• _EXERCISE DESCRIPTION_:
The entries are to be reproduced verbatim, with all pictures omitted.

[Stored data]

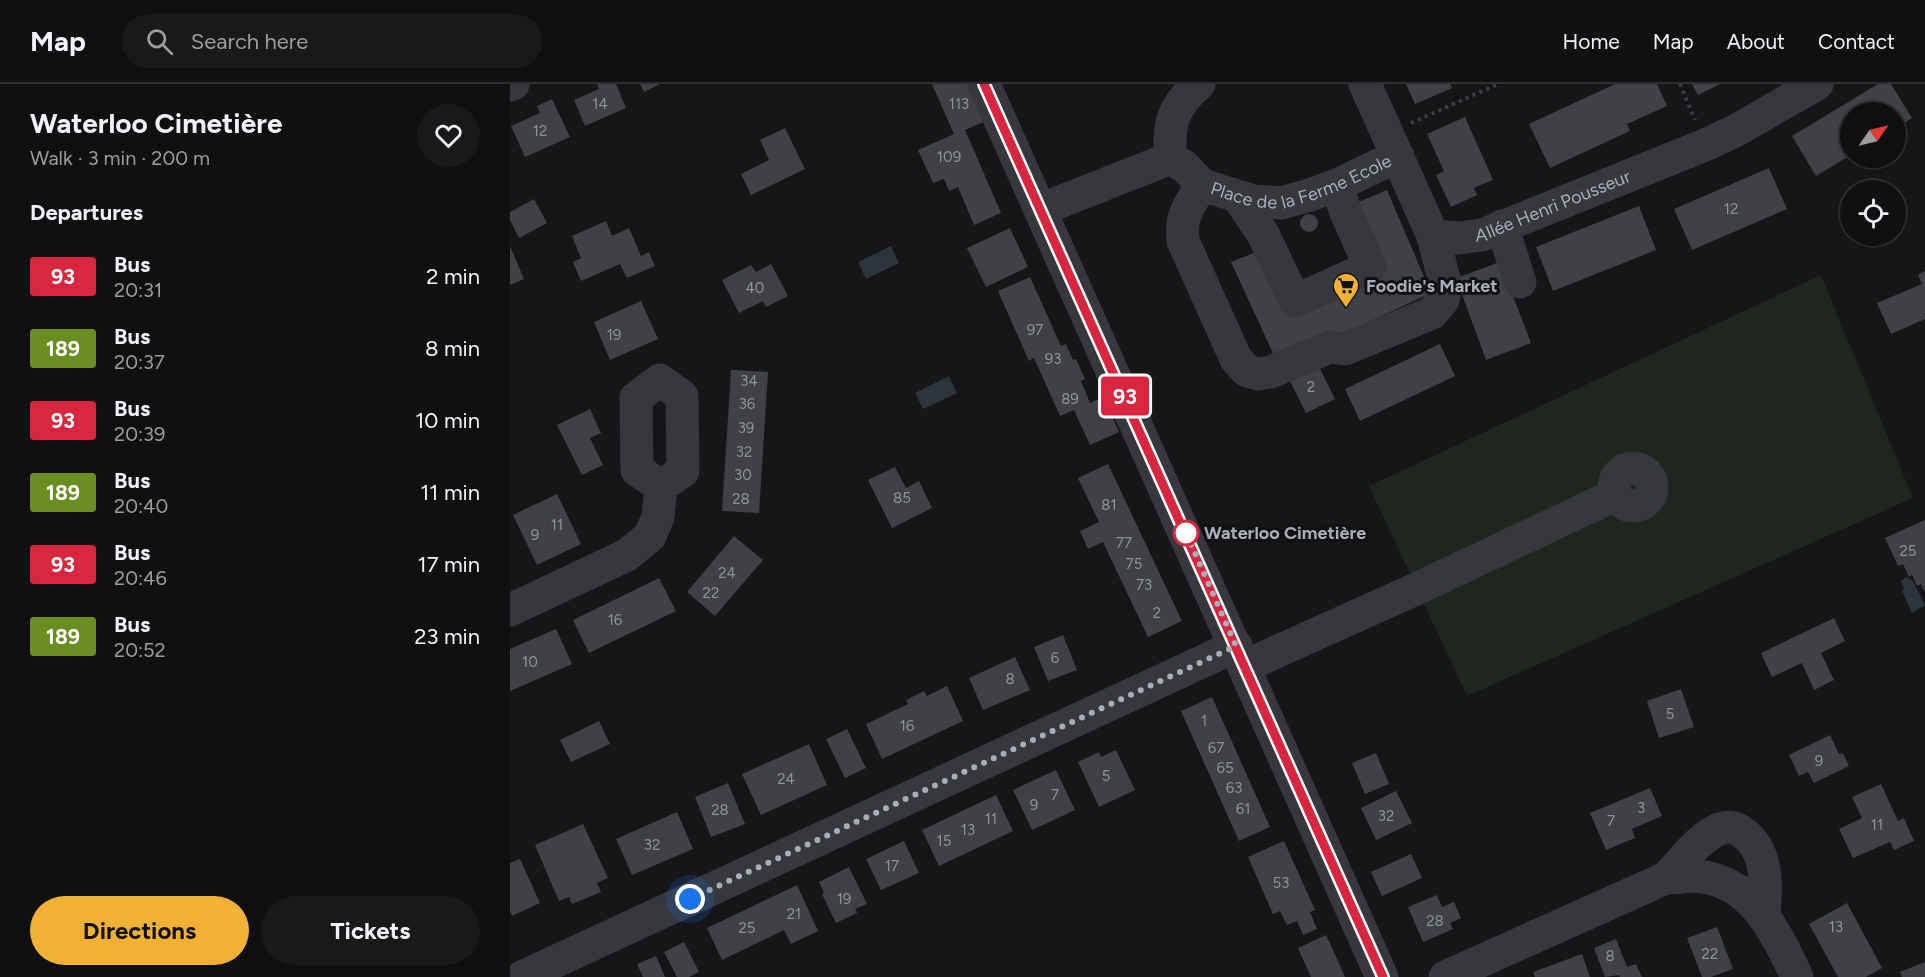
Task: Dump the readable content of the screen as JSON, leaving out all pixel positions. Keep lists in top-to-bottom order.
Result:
{
  "streets": {
    "street": ["Place de la Ferme Ecole", "Allée Henri Pousseur"]
  },
  "crossings": [
    ["Place de la Ferme Ecole", "Allée Henri Pousseur"]
  ],
  "places": {
    "supermarket": ["Foodie's Market"],
    "other": ["Waterloo Cimetière"]
  },
  "lines": ["bus line 93"],
  "house_numbers": [
    "14",
    "113",
    "12",
    "109",
    "12",
    "40",
    "97",
    "19",
    "93",
    "34",
    "2",
    "89",
    "36",
    "39",
    "32",
    "30",
    "85",
    "28",
    "81",
    "11",
    "9",
    "77",
    "25",
    "75",
    "24",
    "73",
    "22",
    "2",
    "16",
    "6",
    "10",
    "8",
    "5",
    "1",
    "16",
    "67",
    "9",
    "65",
    "5",
    "24",
    "63",
    "7",
    "9",
    "3",
    "61",
    "28",
    "32",
    "11",
    "7",
    "11",
    "13",
    "15",
    "32",
    "17",
    "53",
    "19",
    "21",
    "28",
    "13",
    "25",
    "22",
    "8"
  ],
  "north": "top right",
  "page": {
    "header": "Map",
    "search": "Search here",
    "nav": [
      "Home",
      "Map",
      "About",
      "Contact"
    ],
    "heading": [
      ["Waterloo Cimetière", "Walk · 3 min · 200 m"],
      "Departures"
    ],
    "on_map": "93",
    "list": [
      {
        "mark": "93",
        "name": "Bus",
        "note": "20:31",
        "value": "2 min"
      },
      {
        "mark": "189",
        "name": "Bus",
        "note": "20:37",
        "value": "8 min"
      },
      {
        "mark": "93",
        "name": "Bus",
        "note": "20:39",
        "value": "10 min"
      },
      {
        "mark": "189",
        "name": "Bus",
        "note": "20:40",
        "value": "11 min"
      },
      {
        "mark": "93",
        "name": "Bus",
        "note": "20:46",
        "value": "17 min"
      },
      {
        "mark": "189",
        "name": "Bus",
        "note": "20:52",
        "value": "23 min"
      }
    ],
    "buttons": ["Directions", "Tickets"]
  }
}
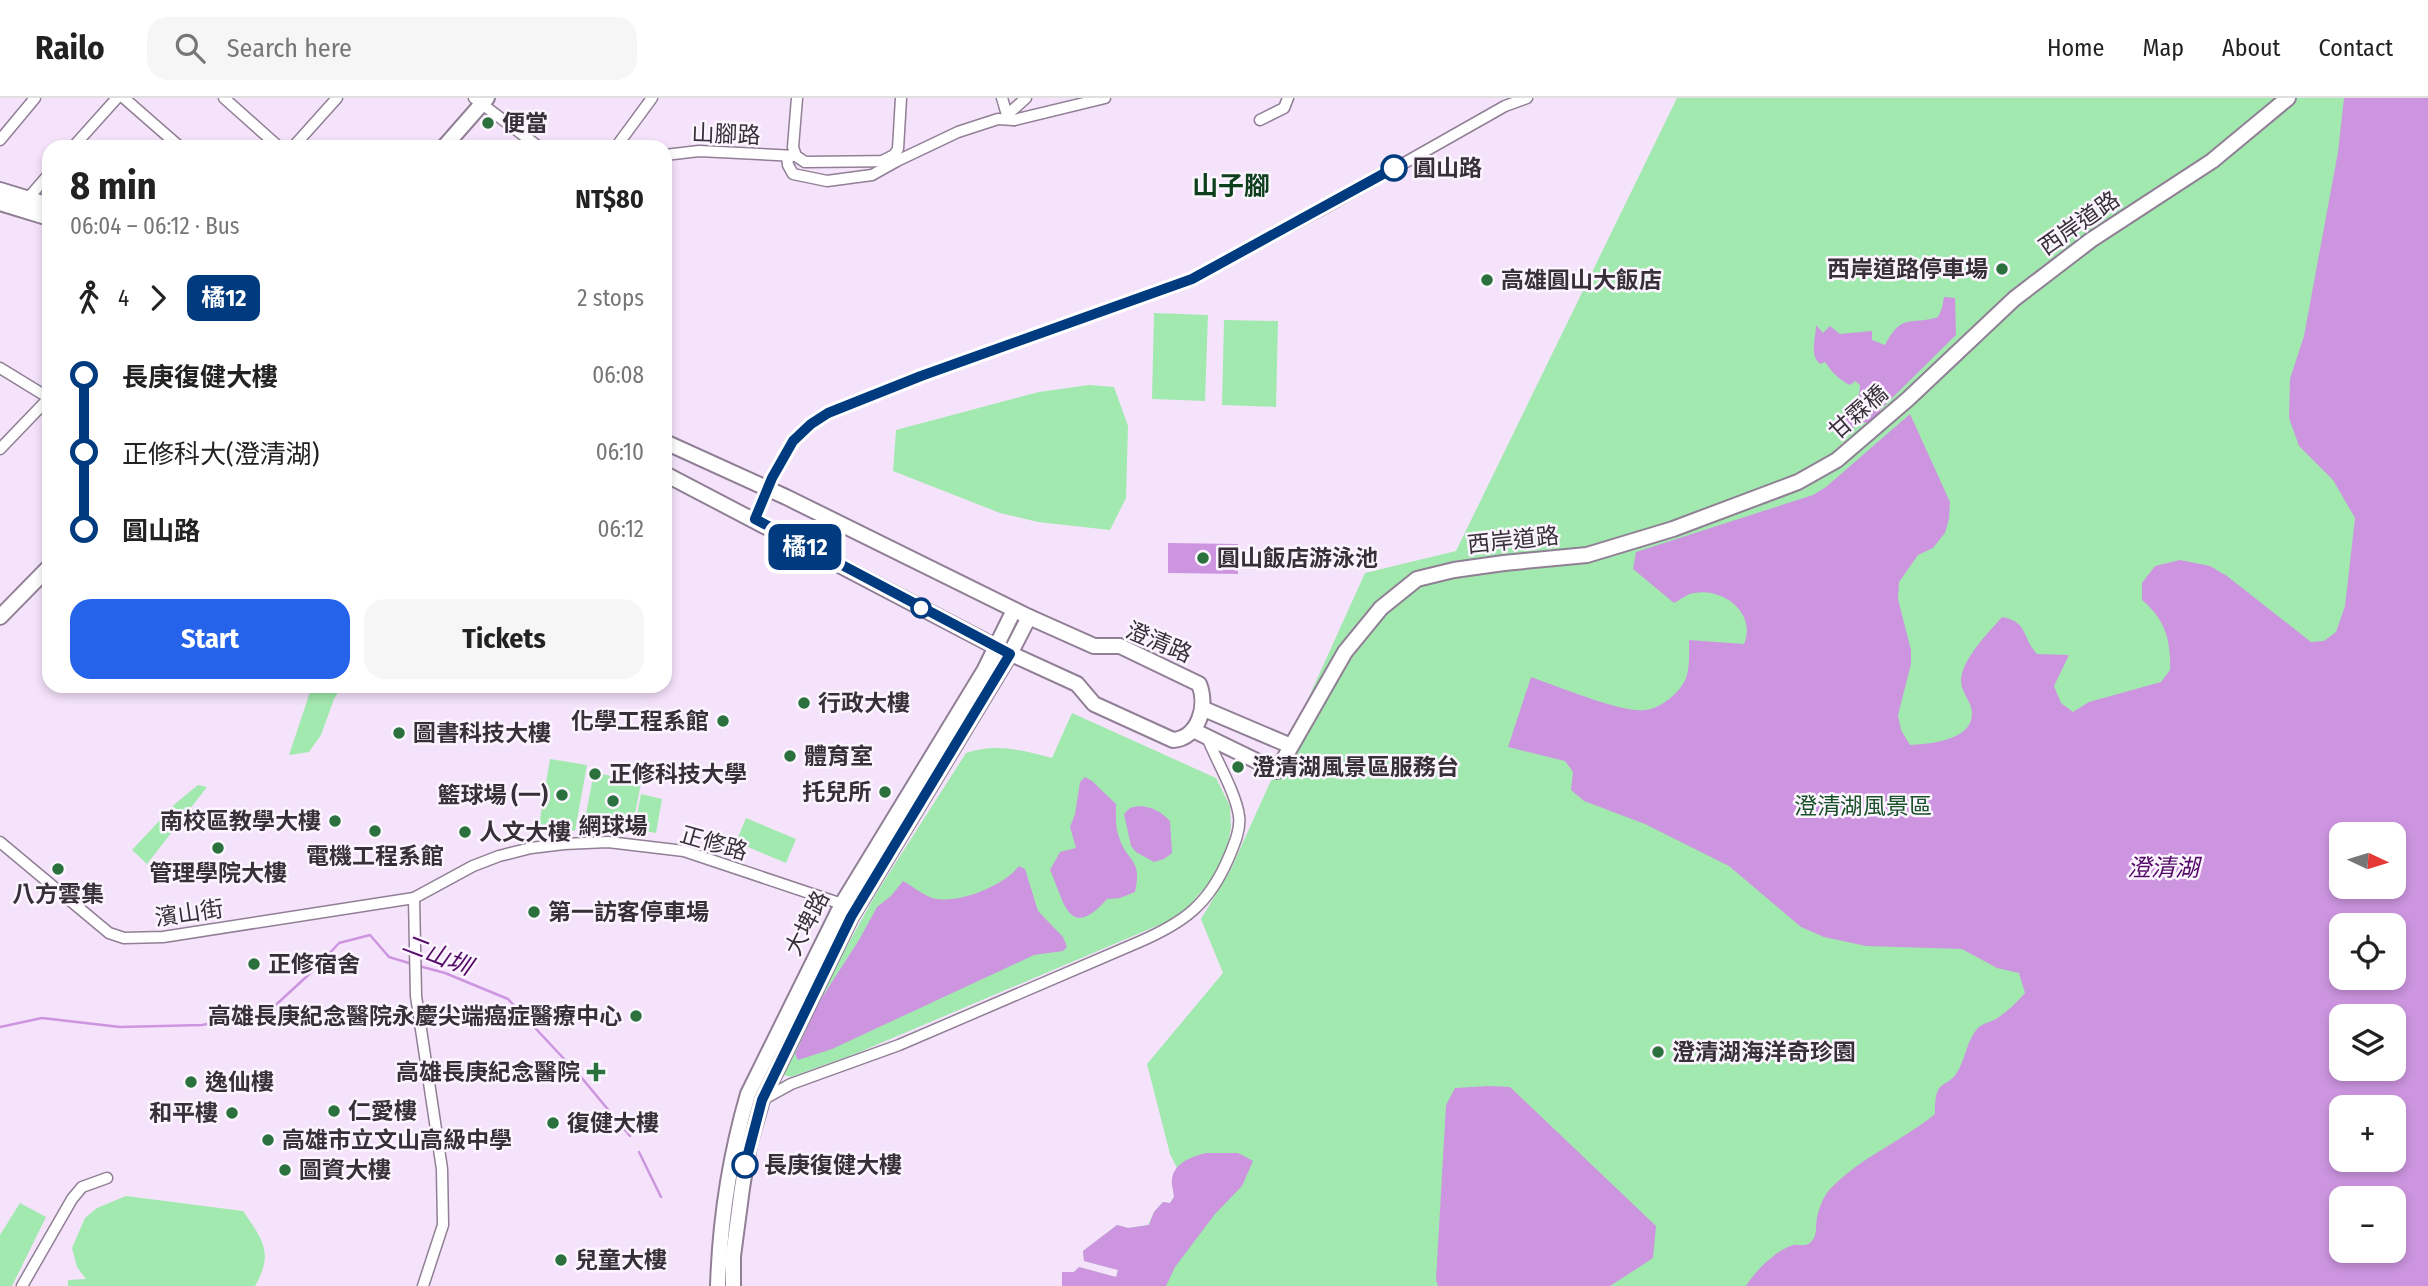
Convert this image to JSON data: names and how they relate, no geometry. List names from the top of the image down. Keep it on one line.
{"streets":{"main road":["西岸道路","甘霖橋","澄清路","大埤路"],"street":["山腳路","正修路","濱山街"]},"crossings":[["西岸道路","甘霖橋"],["澄清路","大埤路"],["正修路","濱山街"],["正修路","大埤路"]],"districts":["山子腳"],"water":["澄清湖","二山圳"],"parks":["澄清湖風景區"],"places":{"other":["便當","圓山路","西岸道路停車場","高雄圓山大飯店","圓山飯店游泳池","行政大樓","化學工程系館","圖書科技大樓","體育室","澄清湖風景區服務台","正修科技大學","托兒所","籃球場 (一)","網球場","南校區教學大樓","電機工程系館","人文大樓","管理學院大樓","八方雲集","第一訪客停車場","正修宿舍","高雄長庚紀念醫院永慶尖端癌症醫療中心","澄清湖海洋奇珍園","逸仙樓","仁愛樓","和平樓","復健大樓","高雄市立文山高級中學","長庚復健大樓","圖資大樓","兒童大樓"],"health":["高雄長庚紀念醫院"]},"lines":["bus line 橘12"],"north":"right","page":{"header":"Railo","search":"Search here","nav":["Home","Map","About","Contact"],"on_map":"橘12","heading":["8 min","06:04 – 06:12 · Bus","NT$80"],"legs":["4","橘12","2 stops"],"list":[{"name":"長庚復健大樓","value":"06:08"},{"name":"正修科大(澄清湖)","value":"06:10"},{"name":"圓山路","value":"06:12"}],"buttons":["Start","Tickets"],"map_buttons":["+","−"]}}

• _SOLUTION FOR THIS TASK_:
Task: Dump the readable content of the screen as JSON, leaving out all pixel positions. Keep lists in top-to-bottom order.
Result:
{
  "streets": {
    "street": ["Place de la Ferme Ecole", "Allée Henri Pousseur"]
  },
  "crossings": [
    ["Place de la Ferme Ecole", "Allée Henri Pousseur"]
  ],
  "places": {
    "supermarket": ["Foodie's Market"],
    "other": ["Waterloo Cimetière"]
  },
  "lines": ["bus line 93"],
  "house_numbers": [
    "14",
    "113",
    "12",
    "109",
    "12",
    "40",
    "97",
    "19",
    "93",
    "34",
    "2",
    "89",
    "36",
    "39",
    "32",
    "30",
    "85",
    "28",
    "81",
    "11",
    "9",
    "77",
    "25",
    "75",
    "24",
    "73",
    "22",
    "2",
    "16",
    "6",
    "10",
    "8",
    "5",
    "1",
    "16",
    "67",
    "9",
    "65",
    "5",
    "24",
    "63",
    "7",
    "9",
    "3",
    "61",
    "28",
    "32",
    "11",
    "7",
    "11",
    "13",
    "15",
    "32",
    "17",
    "53",
    "19",
    "21",
    "28",
    "13",
    "25",
    "22",
    "8"
  ],
  "north": "top right",
  "page": {
    "header": "Map",
    "search": "Search here",
    "nav": [
      "Home",
      "Map",
      "About",
      "Contact"
    ],
    "heading": [
      ["Waterloo Cimetière", "Walk · 3 min · 200 m"],
      "Departures"
    ],
    "on_map": "93",
    "list": [
      {
        "mark": "93",
        "name": "Bus",
        "note": "20:31",
        "value": "2 min"
      },
      {
        "mark": "189",
        "name": "Bus",
        "note": "20:37",
        "value": "8 min"
      },
      {
        "mark": "93",
        "name": "Bus",
        "note": "20:39",
        "value": "10 min"
      },
      {
        "mark": "189",
        "name": "Bus",
        "note": "20:40",
        "value": "11 min"
      },
      {
        "mark": "93",
        "name": "Bus",
        "note": "20:46",
        "value": "17 min"
      },
      {
        "mark": "189",
        "name": "Bus",
        "note": "20:52",
        "value": "23 min"
      }
    ],
    "buttons": ["Directions", "Tickets"]
  }
}
Convert this image to JSON data: names and how they relate, no geometry. List names from the top of the image down. Keep it on one line.
{"streets":{"main road":["西岸道路","甘霖橋","澄清路","大埤路"],"street":["山腳路","正修路","濱山街"]},"crossings":[["西岸道路","甘霖橋"],["澄清路","大埤路"],["正修路","濱山街"],["正修路","大埤路"]],"districts":["山子腳"],"water":["澄清湖","二山圳"],"parks":["澄清湖風景區"],"places":{"other":["便當","圓山路","西岸道路停車場","高雄圓山大飯店","圓山飯店游泳池","行政大樓","化學工程系館","圖書科技大樓","體育室","澄清湖風景區服務台","正修科技大學","托兒所","籃球場 (一)","網球場","南校區教學大樓","電機工程系館","人文大樓","管理學院大樓","八方雲集","第一訪客停車場","正修宿舍","高雄長庚紀念醫院永慶尖端癌症醫療中心","澄清湖海洋奇珍園","逸仙樓","仁愛樓","和平樓","復健大樓","高雄市立文山高級中學","長庚復健大樓","圖資大樓","兒童大樓"],"health":["高雄長庚紀念醫院"]},"lines":["bus line 橘12"],"north":"right","page":{"header":"Railo","search":"Search here","nav":["Home","Map","About","Contact"],"on_map":"橘12","heading":["8 min","06:04 – 06:12 · Bus","NT$80"],"legs":["4","橘12","2 stops"],"list":[{"name":"長庚復健大樓","value":"06:08"},{"name":"正修科大(澄清湖)","value":"06:10"},{"name":"圓山路","value":"06:12"}],"buttons":["Start","Tickets"],"map_buttons":["+","−"]}}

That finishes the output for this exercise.